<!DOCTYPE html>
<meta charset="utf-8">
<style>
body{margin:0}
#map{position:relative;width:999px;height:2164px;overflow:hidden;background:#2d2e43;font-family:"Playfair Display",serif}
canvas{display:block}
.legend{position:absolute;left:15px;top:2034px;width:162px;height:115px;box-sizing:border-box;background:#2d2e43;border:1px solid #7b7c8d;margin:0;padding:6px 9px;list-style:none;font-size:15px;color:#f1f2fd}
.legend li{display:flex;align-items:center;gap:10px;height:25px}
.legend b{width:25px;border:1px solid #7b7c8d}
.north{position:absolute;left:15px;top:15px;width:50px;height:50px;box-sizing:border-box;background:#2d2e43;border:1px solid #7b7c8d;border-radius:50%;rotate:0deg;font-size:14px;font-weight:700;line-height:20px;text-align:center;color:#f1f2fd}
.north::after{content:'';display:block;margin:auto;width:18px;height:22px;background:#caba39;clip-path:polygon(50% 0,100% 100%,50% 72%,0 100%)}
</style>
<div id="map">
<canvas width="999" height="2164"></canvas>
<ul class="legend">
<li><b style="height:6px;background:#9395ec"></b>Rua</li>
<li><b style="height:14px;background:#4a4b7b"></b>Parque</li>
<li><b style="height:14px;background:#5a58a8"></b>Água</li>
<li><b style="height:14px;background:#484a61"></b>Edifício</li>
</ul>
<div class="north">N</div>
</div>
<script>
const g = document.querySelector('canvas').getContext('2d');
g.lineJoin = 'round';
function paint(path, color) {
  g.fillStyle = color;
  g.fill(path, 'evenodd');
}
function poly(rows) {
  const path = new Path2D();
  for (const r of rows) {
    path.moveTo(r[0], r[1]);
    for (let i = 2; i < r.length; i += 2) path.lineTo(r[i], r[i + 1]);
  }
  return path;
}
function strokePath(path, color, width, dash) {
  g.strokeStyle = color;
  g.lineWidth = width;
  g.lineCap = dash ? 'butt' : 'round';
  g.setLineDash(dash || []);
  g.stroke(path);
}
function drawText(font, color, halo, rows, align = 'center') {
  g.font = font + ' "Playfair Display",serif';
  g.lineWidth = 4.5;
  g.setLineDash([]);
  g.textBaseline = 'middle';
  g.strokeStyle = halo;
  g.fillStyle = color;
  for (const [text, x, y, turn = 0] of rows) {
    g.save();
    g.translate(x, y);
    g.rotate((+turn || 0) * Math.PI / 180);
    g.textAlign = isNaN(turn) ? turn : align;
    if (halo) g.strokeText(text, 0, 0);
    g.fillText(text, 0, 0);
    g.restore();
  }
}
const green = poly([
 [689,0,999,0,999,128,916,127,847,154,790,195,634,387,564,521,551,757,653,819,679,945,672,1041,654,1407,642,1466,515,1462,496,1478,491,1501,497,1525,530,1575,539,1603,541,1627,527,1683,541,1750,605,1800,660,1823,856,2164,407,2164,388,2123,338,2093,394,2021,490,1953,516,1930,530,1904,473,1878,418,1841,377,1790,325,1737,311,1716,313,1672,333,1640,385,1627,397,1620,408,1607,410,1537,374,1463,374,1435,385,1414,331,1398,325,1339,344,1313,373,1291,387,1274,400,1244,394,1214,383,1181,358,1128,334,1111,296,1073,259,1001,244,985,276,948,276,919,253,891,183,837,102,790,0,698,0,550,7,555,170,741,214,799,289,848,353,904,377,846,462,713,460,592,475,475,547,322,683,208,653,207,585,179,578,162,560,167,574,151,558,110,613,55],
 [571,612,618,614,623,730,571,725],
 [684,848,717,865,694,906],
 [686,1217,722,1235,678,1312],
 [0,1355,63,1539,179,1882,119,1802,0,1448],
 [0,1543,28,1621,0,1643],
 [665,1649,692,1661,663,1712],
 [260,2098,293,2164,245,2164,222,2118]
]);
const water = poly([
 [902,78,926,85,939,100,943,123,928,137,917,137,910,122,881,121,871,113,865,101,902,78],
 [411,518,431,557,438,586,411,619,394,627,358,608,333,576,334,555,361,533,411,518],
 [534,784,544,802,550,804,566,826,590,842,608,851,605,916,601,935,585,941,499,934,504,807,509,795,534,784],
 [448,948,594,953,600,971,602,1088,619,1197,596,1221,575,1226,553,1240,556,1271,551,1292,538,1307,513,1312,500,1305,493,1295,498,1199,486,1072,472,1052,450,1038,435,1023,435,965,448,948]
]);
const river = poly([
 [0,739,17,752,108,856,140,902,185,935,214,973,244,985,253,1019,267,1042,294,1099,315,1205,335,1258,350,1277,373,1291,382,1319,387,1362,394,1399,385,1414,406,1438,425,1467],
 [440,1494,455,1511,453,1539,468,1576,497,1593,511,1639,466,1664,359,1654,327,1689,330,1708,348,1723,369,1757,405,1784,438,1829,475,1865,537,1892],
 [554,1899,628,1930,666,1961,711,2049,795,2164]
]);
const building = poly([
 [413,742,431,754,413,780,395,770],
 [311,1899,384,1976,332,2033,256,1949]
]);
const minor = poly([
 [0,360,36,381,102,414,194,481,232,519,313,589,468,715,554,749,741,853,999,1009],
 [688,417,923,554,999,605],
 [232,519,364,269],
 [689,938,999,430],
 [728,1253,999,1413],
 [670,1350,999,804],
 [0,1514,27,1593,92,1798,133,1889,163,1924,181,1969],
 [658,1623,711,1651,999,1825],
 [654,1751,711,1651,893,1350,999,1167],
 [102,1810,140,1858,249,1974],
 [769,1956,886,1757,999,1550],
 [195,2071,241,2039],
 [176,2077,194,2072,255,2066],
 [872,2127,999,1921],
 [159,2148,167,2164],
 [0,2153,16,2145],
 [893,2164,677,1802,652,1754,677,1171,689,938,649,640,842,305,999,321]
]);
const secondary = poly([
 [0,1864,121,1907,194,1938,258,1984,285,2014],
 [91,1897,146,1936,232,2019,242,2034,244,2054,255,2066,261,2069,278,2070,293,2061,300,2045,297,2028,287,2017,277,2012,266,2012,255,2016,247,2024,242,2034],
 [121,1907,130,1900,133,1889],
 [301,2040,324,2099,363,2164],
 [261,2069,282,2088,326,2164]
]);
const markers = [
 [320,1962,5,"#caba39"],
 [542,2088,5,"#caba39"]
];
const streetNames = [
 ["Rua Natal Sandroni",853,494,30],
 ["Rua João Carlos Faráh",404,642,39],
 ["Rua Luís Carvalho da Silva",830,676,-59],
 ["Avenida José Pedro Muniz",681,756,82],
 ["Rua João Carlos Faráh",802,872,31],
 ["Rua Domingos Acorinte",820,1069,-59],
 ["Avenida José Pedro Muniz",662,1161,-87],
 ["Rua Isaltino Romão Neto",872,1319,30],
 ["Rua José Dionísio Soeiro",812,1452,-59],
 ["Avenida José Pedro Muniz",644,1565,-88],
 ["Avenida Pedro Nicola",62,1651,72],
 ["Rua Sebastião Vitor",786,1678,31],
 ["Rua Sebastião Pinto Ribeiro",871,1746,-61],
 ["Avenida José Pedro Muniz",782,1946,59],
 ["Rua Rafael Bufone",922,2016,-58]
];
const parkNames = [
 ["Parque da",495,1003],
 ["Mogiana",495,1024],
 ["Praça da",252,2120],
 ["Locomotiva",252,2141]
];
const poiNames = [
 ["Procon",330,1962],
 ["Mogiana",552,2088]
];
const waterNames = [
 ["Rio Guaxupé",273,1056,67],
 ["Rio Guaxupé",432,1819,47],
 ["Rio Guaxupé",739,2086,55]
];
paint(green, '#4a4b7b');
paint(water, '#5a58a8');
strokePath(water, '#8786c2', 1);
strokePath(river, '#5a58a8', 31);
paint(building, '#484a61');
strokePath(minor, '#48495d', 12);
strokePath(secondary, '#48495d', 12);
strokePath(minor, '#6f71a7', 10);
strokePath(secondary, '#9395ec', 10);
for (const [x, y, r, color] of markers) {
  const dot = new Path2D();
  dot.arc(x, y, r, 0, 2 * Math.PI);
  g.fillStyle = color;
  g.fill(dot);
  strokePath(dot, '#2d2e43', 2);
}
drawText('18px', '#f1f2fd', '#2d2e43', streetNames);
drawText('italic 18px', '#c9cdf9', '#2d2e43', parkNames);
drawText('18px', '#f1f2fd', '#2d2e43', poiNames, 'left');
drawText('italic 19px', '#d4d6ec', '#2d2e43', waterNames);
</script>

----

**Your instructions**
A line counts if it holds the word "strokeStyle". How many lines of the entries count? Give the number only.

**Task answer**
2